The surgical removal of one or both testicles.
There are many reasons why a testicle may require removal. Some of those reasons are: benign and malignant tumors, trauma to the testicle, an undescended testicle that is atrophic.
There are two approaches that can be taken to remove a testicle. An inguinal approach means an incision is made in the groin area (similar to a hernia incision). This approach is used when looking for an undescended testicle, if the testicle is found to be viable it will be brought down to the scrotal area and tacked in place with sutures. This is called an orchiopexy. If the testicle is not found to be viable (atrophic) it is removed, this is an orchiectomy. This approach is also used when cancer is present so that the spermatic cord, which is attached to the testicle, can also be removed. The other approach is to make an incision in the scrotum and remove just the testicle.
You may return to your normal diet within 24 hours following your surgery. You may note some mild nausea and possibly vomiting the first 6-8 hours following surgery. This is usually due to the side effects of anesthesia, and will subside quite soon. We suggest clear liquids and a light meal the first evening following surgery.

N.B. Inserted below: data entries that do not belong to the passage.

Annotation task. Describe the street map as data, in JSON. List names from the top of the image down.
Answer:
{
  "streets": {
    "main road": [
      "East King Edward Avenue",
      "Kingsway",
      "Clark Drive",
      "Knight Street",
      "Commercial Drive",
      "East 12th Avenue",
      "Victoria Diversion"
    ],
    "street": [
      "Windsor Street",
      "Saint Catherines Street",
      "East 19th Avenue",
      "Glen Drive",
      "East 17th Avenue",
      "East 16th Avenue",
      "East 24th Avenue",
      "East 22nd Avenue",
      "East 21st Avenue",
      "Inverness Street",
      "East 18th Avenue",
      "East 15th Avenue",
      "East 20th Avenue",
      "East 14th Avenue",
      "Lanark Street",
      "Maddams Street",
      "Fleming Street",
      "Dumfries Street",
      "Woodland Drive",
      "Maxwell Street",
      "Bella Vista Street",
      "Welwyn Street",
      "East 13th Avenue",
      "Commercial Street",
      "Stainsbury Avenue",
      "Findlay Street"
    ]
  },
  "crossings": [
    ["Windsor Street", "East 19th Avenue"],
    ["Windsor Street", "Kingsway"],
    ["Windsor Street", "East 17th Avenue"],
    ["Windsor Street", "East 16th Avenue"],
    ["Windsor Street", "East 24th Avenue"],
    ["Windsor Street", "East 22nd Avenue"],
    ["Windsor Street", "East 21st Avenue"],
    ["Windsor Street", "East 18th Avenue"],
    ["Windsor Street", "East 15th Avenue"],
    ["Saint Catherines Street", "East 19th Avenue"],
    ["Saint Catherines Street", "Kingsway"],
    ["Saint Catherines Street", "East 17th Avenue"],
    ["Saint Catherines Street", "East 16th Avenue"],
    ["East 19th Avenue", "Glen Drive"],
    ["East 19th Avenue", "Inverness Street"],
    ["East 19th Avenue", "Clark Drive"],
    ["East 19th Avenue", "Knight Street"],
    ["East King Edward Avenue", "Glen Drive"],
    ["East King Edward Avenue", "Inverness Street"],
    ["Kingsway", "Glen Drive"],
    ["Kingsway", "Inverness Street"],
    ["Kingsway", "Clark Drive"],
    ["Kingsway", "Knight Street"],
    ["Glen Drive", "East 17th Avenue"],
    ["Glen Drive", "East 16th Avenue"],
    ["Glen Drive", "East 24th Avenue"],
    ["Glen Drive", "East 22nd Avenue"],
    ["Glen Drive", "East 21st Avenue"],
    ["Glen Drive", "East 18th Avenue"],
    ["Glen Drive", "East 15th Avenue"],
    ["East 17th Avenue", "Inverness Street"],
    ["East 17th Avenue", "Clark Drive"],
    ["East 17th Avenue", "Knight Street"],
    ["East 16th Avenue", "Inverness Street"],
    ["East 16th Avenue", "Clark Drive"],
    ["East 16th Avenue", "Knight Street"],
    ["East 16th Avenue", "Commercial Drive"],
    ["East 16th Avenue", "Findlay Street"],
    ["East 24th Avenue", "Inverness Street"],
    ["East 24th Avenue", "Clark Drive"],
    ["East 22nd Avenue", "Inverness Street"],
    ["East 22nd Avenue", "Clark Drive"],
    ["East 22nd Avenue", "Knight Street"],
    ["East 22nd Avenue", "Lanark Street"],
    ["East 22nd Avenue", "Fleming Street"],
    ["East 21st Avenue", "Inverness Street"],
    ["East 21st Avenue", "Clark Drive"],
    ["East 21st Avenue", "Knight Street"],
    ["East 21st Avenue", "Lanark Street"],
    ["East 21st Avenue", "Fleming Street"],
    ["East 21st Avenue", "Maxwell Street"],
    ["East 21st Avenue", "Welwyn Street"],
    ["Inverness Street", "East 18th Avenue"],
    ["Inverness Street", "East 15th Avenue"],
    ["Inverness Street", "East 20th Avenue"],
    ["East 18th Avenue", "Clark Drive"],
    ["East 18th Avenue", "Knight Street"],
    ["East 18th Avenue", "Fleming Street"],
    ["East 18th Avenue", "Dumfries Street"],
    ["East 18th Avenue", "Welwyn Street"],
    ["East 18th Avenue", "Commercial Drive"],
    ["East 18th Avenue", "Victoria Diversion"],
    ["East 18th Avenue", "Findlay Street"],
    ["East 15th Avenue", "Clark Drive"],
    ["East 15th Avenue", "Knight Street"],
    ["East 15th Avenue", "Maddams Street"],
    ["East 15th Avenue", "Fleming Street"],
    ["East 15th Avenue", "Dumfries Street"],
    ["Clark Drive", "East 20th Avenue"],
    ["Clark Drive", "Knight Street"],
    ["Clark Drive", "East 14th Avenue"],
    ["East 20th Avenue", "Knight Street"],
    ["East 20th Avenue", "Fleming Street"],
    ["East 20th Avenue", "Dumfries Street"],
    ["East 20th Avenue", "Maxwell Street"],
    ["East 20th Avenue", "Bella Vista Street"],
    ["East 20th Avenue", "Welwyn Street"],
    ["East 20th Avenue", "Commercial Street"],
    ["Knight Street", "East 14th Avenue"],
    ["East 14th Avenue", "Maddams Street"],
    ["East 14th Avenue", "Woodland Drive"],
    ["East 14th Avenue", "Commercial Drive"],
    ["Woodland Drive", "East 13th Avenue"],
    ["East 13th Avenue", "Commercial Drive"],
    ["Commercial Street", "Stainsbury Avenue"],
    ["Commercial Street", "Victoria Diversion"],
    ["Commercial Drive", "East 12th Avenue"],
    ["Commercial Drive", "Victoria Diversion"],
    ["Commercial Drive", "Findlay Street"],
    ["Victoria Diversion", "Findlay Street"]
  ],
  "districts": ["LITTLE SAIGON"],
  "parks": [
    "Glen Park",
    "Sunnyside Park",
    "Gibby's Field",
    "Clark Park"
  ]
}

Physical activity should be restricted the first 48 hours. During this time you should remain relatively inactive, moving about only when necessary. During the first few days following surgery you should avoid lifting heavy objects (anything greater than 15 pounds), and avoid strenuous exercise. If you are employed, ask us specifically about your restrictions for both home and work. We will write a note to your employer if needed.

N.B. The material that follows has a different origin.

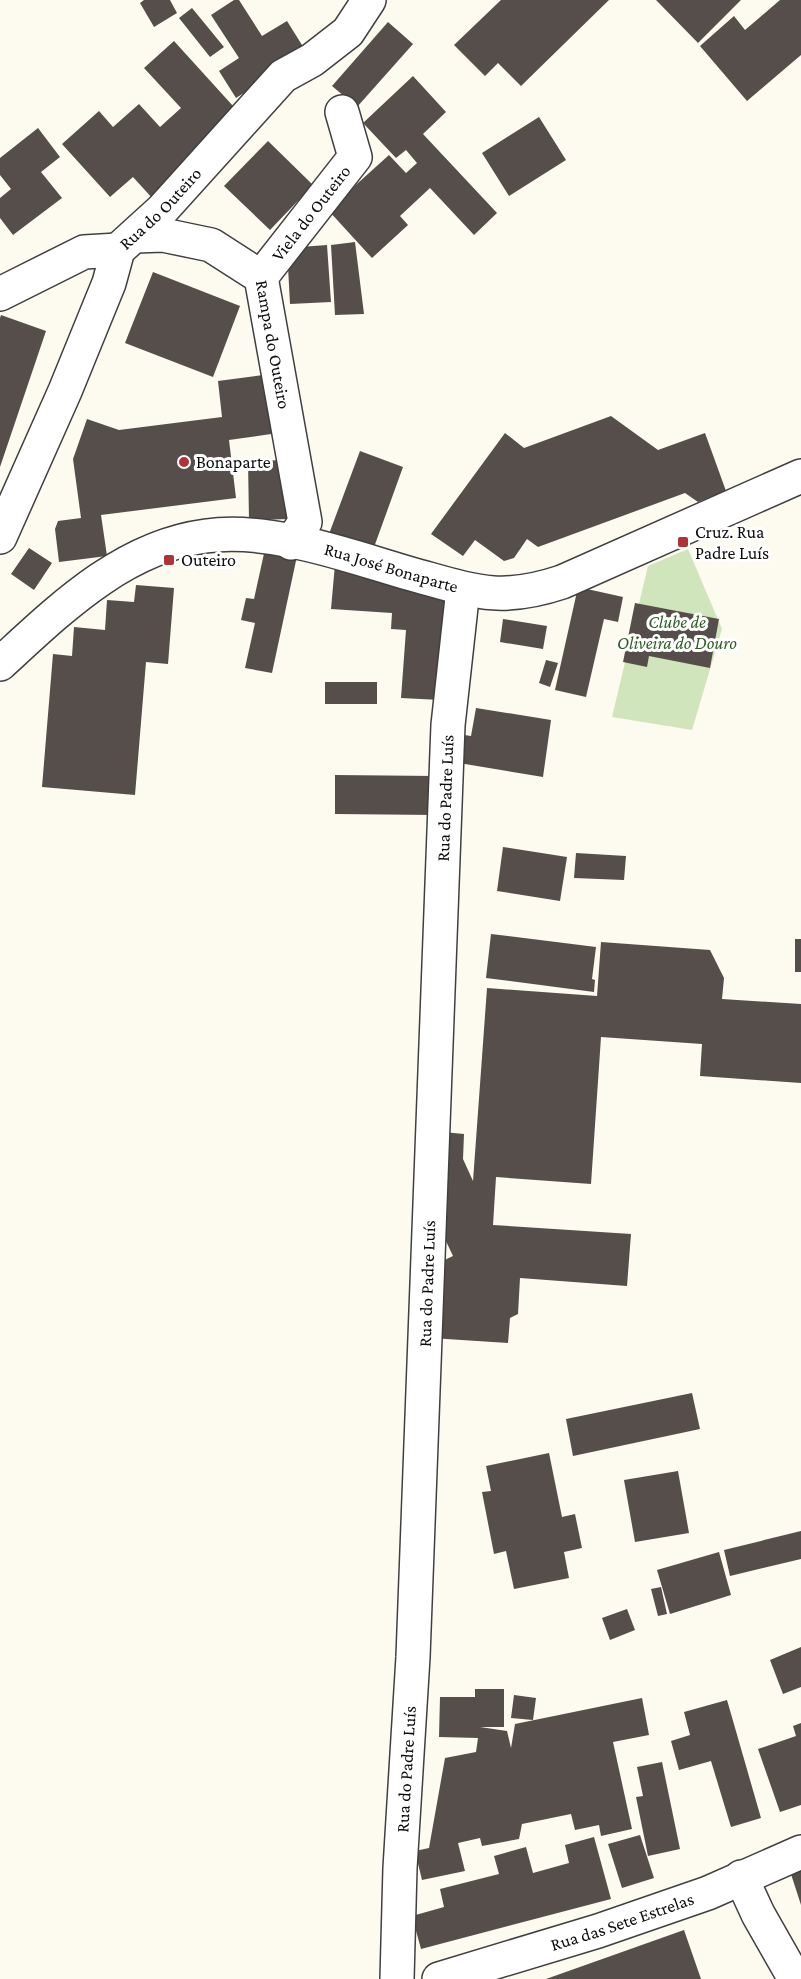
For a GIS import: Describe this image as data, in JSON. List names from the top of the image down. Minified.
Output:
{"streets":{"street":["Rua do Outeiro","Viela do Outeiro","Rampa do Outeiro","Rua José Bonaparte","Rua do Padre Luís","Rua das Sete Estrelas"]},"crossings":[["Rua do Outeiro","Rampa do Outeiro"],["Viela do Outeiro","Rampa do Outeiro"],["Rampa do Outeiro","Rua José Bonaparte"],["Rua José Bonaparte","Rua do Padre Luís"]],"parks":["Clube de Oliveira do Douro"],"places":{"other":["Bonaparte"],"transit":["Cruz. Rua Padre Luís","Outeiro"]}}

You should plan to wear a tight pair of briefs or an athletic supporter for the first 4-5 days, even while sleeping. This will keep the scrotum immobilized to some degree and keep the swelling down. Ice packs should be placed over the scrotum the first 48 hours. Ice is a good pain reliever and keeps the swelling down. Fifteen minutes on and 15 minutes off is a reasonable schedule. Frozen peas or corn in a Ziploc® bag can be frozen, used, and refrozen.
In most cases, your incision will have absorbable sutures that dissolve within the first 10-20 days. Some may fall out even earlier. Expect some redness as the sutures dissolve, but this should occur only around the sutures. If there is generalized redness, especially with increasing pain or swelling, let your doctor’s medical assistant know. The scrotum will very likely get black and blue as blood spreads in the tissues. Sometimes the entire scrotum will turn colors. Black and blue is followed by a yellow and brown color. In time, this coloration will go away.
You may shower 48 hours after surgery. Tub bathing should be restricted until the seventh day.
If the pain is not too bad, you may take Tylenol (acetaminophen) or Advil (ibuprofen), which contain no narcotic agents and might be tolerated a little better with fewer side effects. If the pain medication you are sent home with does not control the pain, please contact your doctor.